Natürlich einmalig

Die Lebensräume des Wattenmeers bieten ein faszinierendes Schauspiel, das aufzeigt, wie physikalische Kräfte und biologische Abläufe zusammenwirken und dadurch die Voraussetzungen für Leben in einem fragilen Umfeld schaffen. Sie bilden ein komplexes System, das sich aus verschiedenen Umweltgradienten zusammensetzt, wie Wassertiefe und Salzgehalt, Höhenlage und Trockenheit, Einwirkung durch hydrodynamische Prozesse und Wind sowie durch Organismen veränderte Substrate. Hier kann man einen unschätzbaren Einblick in vergangene und laufende Anpassungsprozesse an den Klimawandel bei Pflanzen und Tieren und deren küstennahes Umfeld gewinnen. Trotz der Fragilität des Systems ist die Produktion an Biomasse so hoch wie fast nirgendwo sonst auf der Welt, weshalb Fische, Schalentiere und Vögel ein reichhaltiges Nahrungsangebot vorfinden.
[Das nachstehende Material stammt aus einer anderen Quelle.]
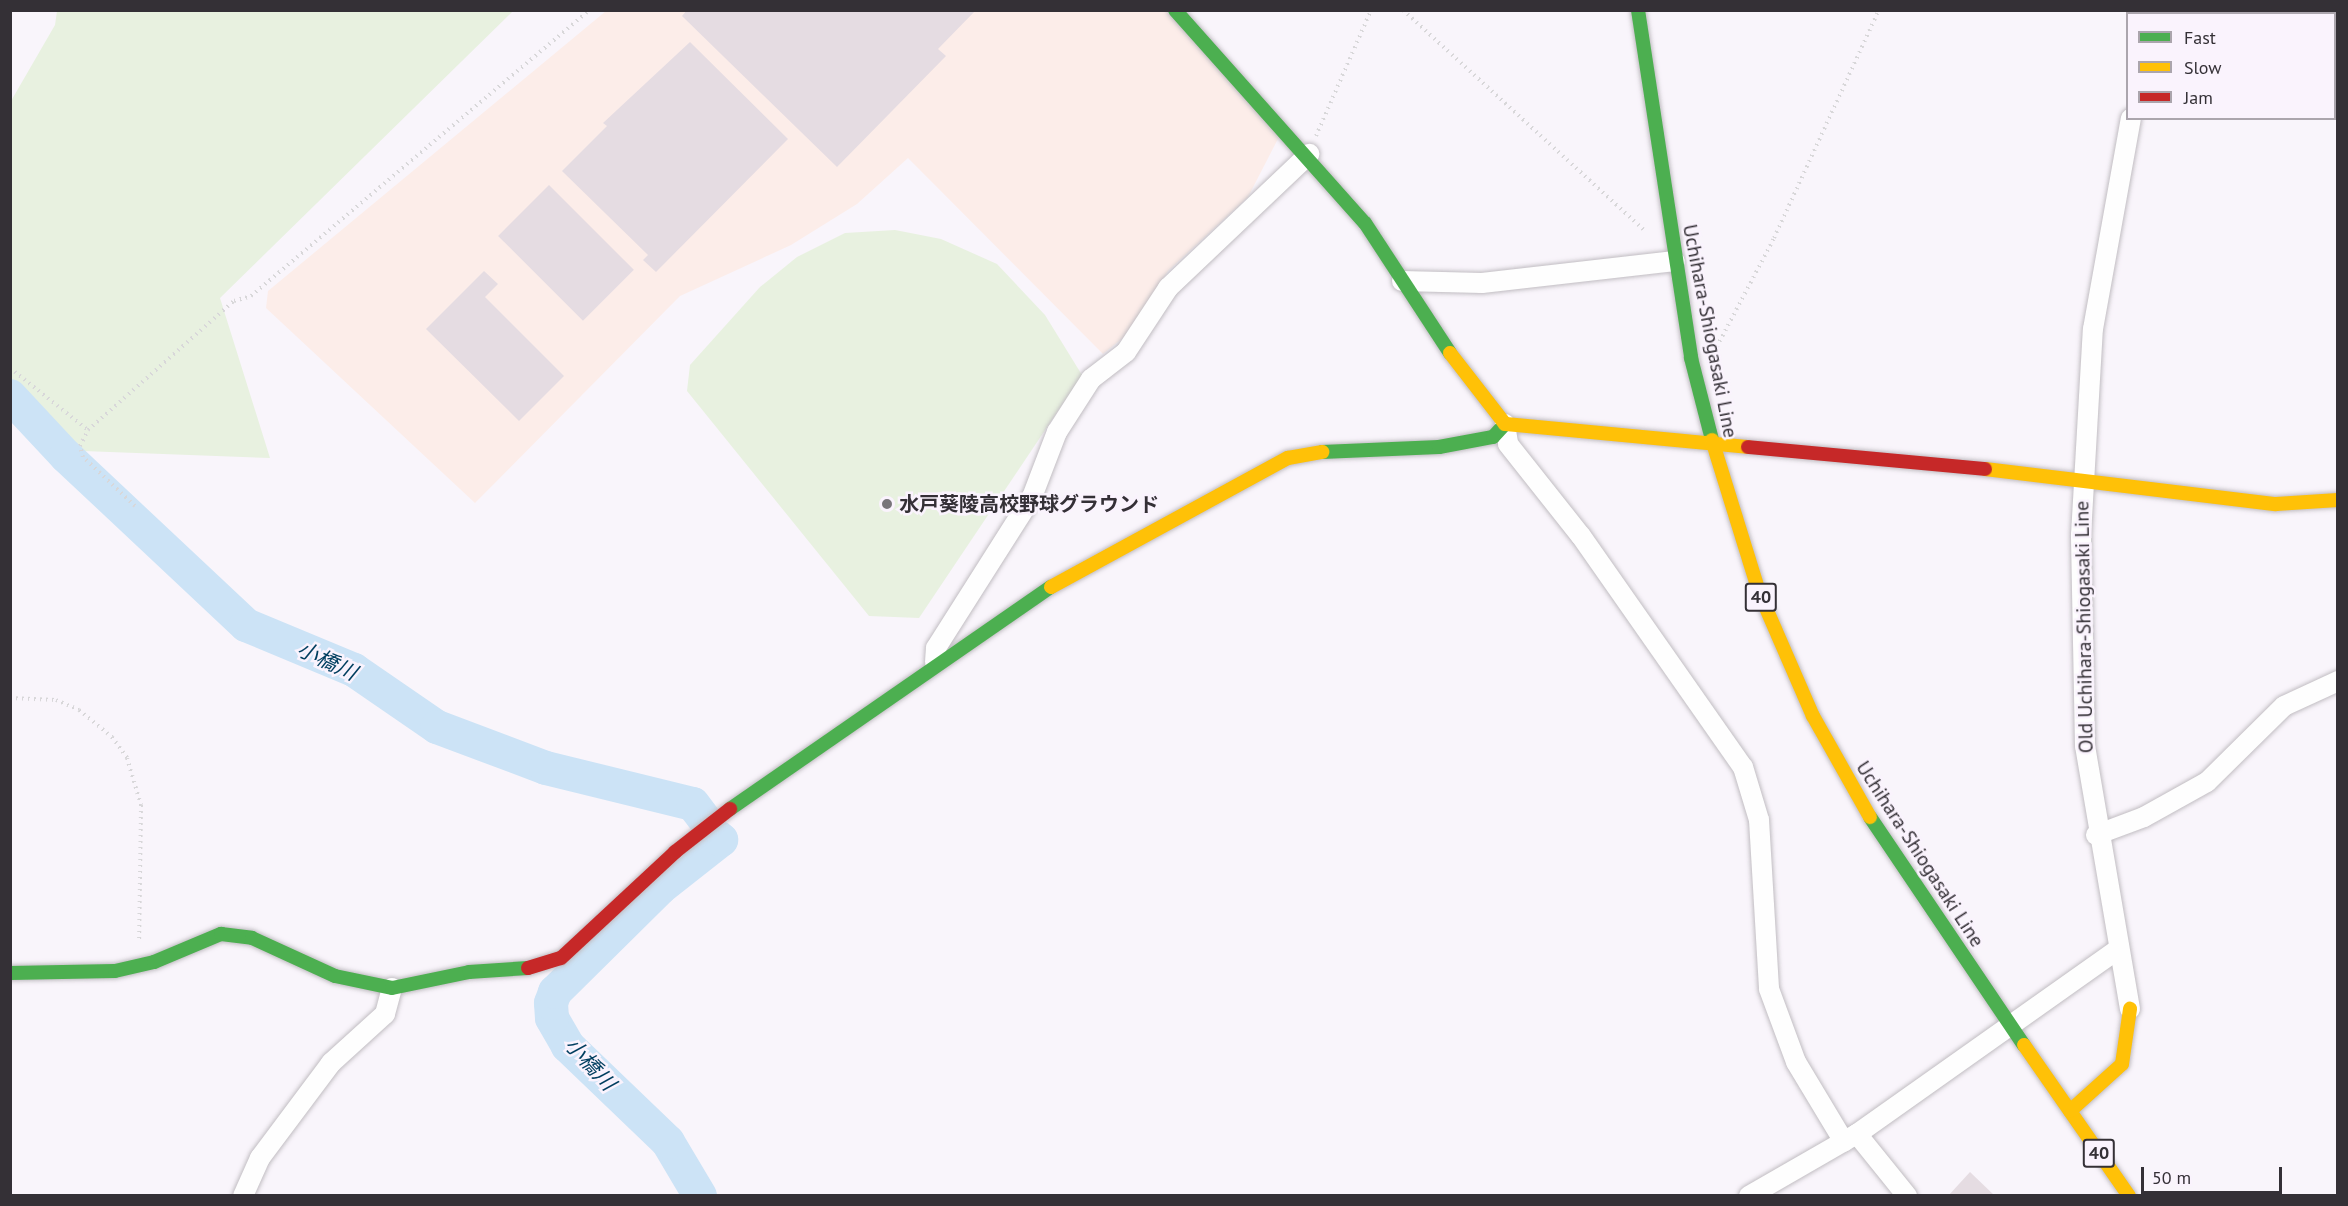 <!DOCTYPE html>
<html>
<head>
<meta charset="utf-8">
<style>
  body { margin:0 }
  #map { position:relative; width:2348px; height:1206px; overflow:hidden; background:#f9f5fb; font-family:"PT Sans","Noto Sans JP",sans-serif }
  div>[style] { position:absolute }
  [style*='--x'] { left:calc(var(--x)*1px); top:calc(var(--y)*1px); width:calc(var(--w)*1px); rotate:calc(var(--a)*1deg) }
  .industrial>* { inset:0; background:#fcede9 }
  .green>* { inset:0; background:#e8f1e0 }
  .river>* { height:34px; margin:-17px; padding:0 17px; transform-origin:17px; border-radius:17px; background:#cce3f6 }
  .building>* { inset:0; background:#e5dce2; transform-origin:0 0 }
  .path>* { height:4px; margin-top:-2px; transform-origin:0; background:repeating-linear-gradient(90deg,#d8d7d9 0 1.5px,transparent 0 6px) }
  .roads { filter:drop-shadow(0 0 2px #c1bdc2) drop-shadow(0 0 2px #c1bdc2) }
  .street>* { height:20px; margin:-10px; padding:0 10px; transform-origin:10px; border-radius:10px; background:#fefefe }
  .fast>* { height:14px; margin:-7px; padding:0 7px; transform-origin:7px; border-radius:7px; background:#4caf50 }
  .slow>* { height:14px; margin:-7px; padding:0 7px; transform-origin:7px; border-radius:7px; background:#ffc107 }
  .jam>* { height:14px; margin:-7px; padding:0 7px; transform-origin:7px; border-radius:7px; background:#c62828 }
  .dots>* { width:16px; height:16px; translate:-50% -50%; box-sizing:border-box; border:3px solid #faf3fd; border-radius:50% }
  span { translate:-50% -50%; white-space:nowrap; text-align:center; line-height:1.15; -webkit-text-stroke:5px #faf3fd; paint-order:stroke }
  .shield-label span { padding:2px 4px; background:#faf3fd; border:2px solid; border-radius:4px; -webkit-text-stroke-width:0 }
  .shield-label { font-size:18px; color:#343036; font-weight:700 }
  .street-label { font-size:20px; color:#343036 }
  .poi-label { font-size:20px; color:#343036; font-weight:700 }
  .left { translate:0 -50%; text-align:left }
  .water-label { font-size:21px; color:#003e5f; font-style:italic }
  .frame { position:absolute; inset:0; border:12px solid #343036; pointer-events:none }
  .legend { position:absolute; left:2126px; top:12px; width:210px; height:108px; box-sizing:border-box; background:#faf3fd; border:2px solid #aba5ad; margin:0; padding:8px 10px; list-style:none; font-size:18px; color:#343036 }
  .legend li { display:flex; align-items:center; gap:12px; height:30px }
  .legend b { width:30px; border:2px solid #aba5ad }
  .scale { position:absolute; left:2141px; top:1167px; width:141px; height:27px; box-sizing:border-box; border:3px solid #343036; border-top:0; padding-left:8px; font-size:18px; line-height:21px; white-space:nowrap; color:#343036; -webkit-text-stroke:4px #faf3fd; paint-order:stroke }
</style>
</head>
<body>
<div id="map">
  <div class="industrial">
    <div style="clip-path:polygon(606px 11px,1166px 11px,1281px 133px,1248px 197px,1168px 271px,1124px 337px,1103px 354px,908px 158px,857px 204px,791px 245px,680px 296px,475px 503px,266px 308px,268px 291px)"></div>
  </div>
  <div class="green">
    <div style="clip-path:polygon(57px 11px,513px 11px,220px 298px,270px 458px,83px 451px,11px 399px,11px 101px,55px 25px)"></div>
    <div style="clip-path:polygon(895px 230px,941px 239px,997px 264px,1045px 315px,1082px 375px,919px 618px,869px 616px,687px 391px,690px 365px,760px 287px,797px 257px,845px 233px)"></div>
  </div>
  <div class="river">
    <div style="--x:10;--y:396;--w:82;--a:47"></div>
    <div style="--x:66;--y:456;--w:247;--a:43.2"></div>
    <div style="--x:246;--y:625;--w:117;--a:22.6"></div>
    <div style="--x:354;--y:670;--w:101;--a:34.5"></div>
    <div style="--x:437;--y:727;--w:116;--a:20.6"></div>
    <div style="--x:546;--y:768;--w:151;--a:13.8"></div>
    <div style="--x:693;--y:804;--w:20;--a:53"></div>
    <div style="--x:700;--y:1196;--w:63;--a:-120.7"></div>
    <div style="--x:668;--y:1142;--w:139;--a:-136.2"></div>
    <div style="--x:568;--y:1046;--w:32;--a:-120"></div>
    <div style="--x:552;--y:1018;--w:15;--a:-94"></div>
    <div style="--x:551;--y:1003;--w:12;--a:-70"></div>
    <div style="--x:555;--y:992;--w:148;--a:-44.7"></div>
    <div style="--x:660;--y:888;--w:78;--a:-38.2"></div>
    <div style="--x:721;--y:840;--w:4;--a:-135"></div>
  </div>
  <div class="building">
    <div style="clip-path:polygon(687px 10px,976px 10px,938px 49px,946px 56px,837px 167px,682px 16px)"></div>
    <div style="clip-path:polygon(690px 42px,788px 139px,656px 272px,643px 260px,648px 255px,562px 171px,607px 126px,603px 123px)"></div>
    <div style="left:549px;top:185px;width:120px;height:72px;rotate:45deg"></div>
    <div style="clip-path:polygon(484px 271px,498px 284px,485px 297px,564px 376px,519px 421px,426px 329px)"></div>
    <div style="clip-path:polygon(1970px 1172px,1995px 1196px,1948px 1196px)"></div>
  </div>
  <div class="path">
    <div style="--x:1403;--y:10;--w:329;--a:42.4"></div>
    <div style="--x:1316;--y:136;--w:137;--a:-66.4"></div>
    <div style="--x:1714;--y:352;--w:129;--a:-62.2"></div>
    <div style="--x:1774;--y:238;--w:251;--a:-65.3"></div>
    <div style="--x:10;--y:368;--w:100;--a:38.5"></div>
    <div style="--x:135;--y:506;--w:71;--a:-136.7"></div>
    <div style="--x:83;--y:457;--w:11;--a:-105"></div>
    <div style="--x:80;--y:446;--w:18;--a:-63"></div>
    <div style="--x:88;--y:430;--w:195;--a:-41.5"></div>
    <div style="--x:234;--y:301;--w:18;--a:-16"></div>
    <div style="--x:251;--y:296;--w:444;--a:-40.2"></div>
    <div style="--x:10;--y:698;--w:46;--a:2.5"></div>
    <div style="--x:56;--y:700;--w:25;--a:23"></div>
    <div style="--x:79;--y:710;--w:43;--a:39.3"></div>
    <div style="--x:112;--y:737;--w:26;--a:54"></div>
    <div style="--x:127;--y:758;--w:49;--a:73.4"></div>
    <div style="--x:141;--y:805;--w:137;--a:90.8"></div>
  </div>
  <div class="roads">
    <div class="street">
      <div style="--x:2153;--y:14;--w:4;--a:-90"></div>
      <div style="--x:1402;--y:281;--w:80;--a:1.4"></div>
      <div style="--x:1482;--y:283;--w:194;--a:-6.5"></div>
      <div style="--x:1505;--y:424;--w:20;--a:81"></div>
      <div style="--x:1508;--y:444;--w:117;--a:51.6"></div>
      <div style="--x:1581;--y:536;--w:282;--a:55"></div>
      <div style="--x:1743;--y:767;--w:55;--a:73.2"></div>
      <div style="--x:1759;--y:820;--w:169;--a:86.6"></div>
      <div style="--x:1769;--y:989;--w:78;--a:69.7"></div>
      <div style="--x:1796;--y:1062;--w:93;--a:59"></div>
      <div style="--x:935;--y:662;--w:14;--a:-86"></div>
      <div style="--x:936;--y:648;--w:179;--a:-57.6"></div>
      <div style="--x:1032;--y:497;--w:70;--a:-69"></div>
      <div style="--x:1057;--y:432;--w:63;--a:-57.3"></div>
      <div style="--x:1091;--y:379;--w:44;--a:-37.6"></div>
      <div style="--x:1126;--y:352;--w:77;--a:-56.7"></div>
      <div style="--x:1168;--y:288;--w:195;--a:-43.5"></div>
      <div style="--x:2096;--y:835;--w:51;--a:-20.6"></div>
      <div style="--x:2144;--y:817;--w:72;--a:-29.1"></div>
      <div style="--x:2207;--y:782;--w:108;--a:-44.6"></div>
      <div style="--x:2284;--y:706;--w:60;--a:-24.8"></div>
      <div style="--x:2130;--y:1009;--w:267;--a:-99.7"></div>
      <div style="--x:2085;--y:746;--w:211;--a:-91.1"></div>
      <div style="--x:2081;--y:535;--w:206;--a:-86.7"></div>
      <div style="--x:2093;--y:329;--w:214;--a:-79.8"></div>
      <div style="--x:1857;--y:1134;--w:80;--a:51.1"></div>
      <div style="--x:243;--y:1196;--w:42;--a:-65.9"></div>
      <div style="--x:260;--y:1158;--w:119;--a:-53.2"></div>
      <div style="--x:331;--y:1063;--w:73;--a:-42.2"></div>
      <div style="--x:385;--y:1014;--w:27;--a:-75"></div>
      <div style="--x:1749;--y:1196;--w:125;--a:-29.9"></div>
      <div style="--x:1857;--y:1134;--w:320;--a:-35.3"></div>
    </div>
    <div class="fast">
      <div style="--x:1175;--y:10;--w:285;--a:48.3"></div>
      <div style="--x:1365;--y:223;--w:155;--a:56.8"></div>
      <div style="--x:1638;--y:10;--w:352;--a:81.3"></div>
      <div style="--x:1691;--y:358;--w:85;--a:75.6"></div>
      <div style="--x:1322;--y:452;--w:117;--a:-2.4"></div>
      <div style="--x:1439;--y:447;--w:55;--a:-10.5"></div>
      <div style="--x:1493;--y:437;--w:18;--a:-47"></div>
      <div style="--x:730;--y:809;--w:390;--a:-34.7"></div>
      <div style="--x:1870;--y:817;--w:275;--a:56"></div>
      <div style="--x:10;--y:973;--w:105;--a:-1.1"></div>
      <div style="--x:115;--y:971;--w:40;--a:-13"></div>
      <div style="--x:154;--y:962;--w:73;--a:-22.7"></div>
      <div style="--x:221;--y:934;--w:31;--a:7"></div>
      <div style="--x:252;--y:938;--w:91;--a:24.6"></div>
      <div style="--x:335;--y:976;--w:58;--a:11.9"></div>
      <div style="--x:392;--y:988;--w:79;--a:-11.7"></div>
      <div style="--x:469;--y:972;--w:59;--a:-3.9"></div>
    </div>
    <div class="slow">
      <div style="--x:1450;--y:353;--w:90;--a:52.2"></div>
      <div style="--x:1505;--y:424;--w:244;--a:5.4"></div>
      <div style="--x:1712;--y:440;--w:159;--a:72.8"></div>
      <div style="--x:1759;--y:592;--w:135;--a:66.5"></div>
      <div style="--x:1813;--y:716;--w:116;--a:60.6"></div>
      <div style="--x:1985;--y:469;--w:293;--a:6.9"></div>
      <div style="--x:2276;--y:504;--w:62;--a:-3.7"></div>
      <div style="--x:1051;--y:587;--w:270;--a:-28.6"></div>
      <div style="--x:1288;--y:458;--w:35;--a:-10"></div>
      <div style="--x:2024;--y:1045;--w:184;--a:55.2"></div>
      <div style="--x:2070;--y:1111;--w:70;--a:-42.1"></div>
      <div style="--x:2122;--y:1064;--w:56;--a:-81.7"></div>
    </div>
    <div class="jam">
      <div style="--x:1748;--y:447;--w:238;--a:5.3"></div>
      <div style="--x:528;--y:968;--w:34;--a:-17"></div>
      <div style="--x:561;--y:958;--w:156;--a:-42.9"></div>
      <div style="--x:675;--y:852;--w:70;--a:-38"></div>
    </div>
  </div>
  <div class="dots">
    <div style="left:887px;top:504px;background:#79757b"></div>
  </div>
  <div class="shield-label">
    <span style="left:1761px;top:597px">40</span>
    <span style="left:2099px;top:1153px">40</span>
  </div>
  <div class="street-label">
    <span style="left:1710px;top:331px;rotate:79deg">Uchihara-Shiogasaki Line</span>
    <span style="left:2084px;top:627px;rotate:-91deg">Old Uchihara-Shiogasaki Line</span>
    <span style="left:1920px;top:854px;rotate:57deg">Uchihara-Shiogasaki Line</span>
  </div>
  <div class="poi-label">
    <span class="left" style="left:899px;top:504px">水戸葵陵高校野球グラウンド</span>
  </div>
  <div class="water-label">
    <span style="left:327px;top:661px;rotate:25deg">小橋川</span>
    <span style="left:590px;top:1064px;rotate:47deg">小橋川</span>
  </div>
  <div class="frame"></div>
  <ul class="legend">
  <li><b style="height:8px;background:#4caf50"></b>Fast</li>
  <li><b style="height:8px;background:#ffc107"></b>Slow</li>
  <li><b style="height:8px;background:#c62828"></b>Jam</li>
  </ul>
  <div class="scale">50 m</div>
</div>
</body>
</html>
Die wichtigsten Lebensräume des Wattenmeers sind auf einer Linie ausgehend vom offen Meer bis hin zur Küste angeordnet. Sie reichen von tiefen tidengeprägten Rinnen und Prielen bis zu den höchsten Dünen.


Karte des Wattenmeeres und seiner wichtigsten Lebensräume. CWSS.


 

Der vorgelagerte Meeresgürtel


Übergang vom Watt zu Meer. CWSS/Bostelmann.

Das dem Wattenmeer vorgelagerte Meer ist frei von Wattflächen und fällt fließend zur offenen Nordsee hin ab. Im Gezeitengebiet findet ein ständiger Austausch von Wasser und Sedimenten statt. Der Sedimentnachschub aus diesem vorgelagerten Meeresgürtel ist für die Resilienz der Küste von größter Bedeutung, damit sie auf Veränderungen im Gezeitengebiet, Schwankungen im Meeresspiegel und auf Beeinträchtigungen durch Sturmfluten reagieren kann.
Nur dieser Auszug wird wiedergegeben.